::: STUDY MATERIAL :::

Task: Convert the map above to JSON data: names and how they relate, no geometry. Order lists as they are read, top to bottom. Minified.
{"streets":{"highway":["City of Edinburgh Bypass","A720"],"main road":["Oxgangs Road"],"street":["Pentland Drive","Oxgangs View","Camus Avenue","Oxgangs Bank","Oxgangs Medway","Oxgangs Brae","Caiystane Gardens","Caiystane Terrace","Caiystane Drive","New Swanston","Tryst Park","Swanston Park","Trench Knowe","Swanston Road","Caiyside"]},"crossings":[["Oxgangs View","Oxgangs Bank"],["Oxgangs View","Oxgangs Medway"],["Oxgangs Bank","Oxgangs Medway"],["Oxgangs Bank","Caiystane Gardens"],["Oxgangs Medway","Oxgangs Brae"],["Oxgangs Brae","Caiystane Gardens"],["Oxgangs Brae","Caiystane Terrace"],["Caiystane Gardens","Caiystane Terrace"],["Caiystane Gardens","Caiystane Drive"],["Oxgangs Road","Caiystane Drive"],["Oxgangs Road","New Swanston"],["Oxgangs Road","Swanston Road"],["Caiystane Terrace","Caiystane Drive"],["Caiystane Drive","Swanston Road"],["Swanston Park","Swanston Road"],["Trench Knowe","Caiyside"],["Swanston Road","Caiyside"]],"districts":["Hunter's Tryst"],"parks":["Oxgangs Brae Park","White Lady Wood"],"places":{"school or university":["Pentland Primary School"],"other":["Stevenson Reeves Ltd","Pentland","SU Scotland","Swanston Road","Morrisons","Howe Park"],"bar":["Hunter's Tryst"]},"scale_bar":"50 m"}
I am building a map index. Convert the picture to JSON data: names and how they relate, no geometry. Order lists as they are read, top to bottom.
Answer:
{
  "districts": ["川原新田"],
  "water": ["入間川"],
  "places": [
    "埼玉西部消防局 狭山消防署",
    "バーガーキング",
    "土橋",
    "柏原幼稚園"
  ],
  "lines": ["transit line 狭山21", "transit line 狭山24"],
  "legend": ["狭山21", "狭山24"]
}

:::

**TASK OBJECTIVE**:
Starting at the line that holds "I am building", set down each line exactly through the last line of the records above, and no others.

**RESPONSE TO THE TASK**:
I am building a map index. Convert the picture to JSON data: names and how they relate, no geometry. Order lists as they are read, top to bottom.
Answer:
{
  "districts": ["川原新田"],
  "water": ["入間川"],
  "places": [
    "埼玉西部消防局 狭山消防署",
    "バーガーキング",
    "土橋",
    "柏原幼稚園"
  ],
  "lines": ["transit line 狭山21", "transit line 狭山24"],
  "legend": ["狭山21", "狭山24"]
}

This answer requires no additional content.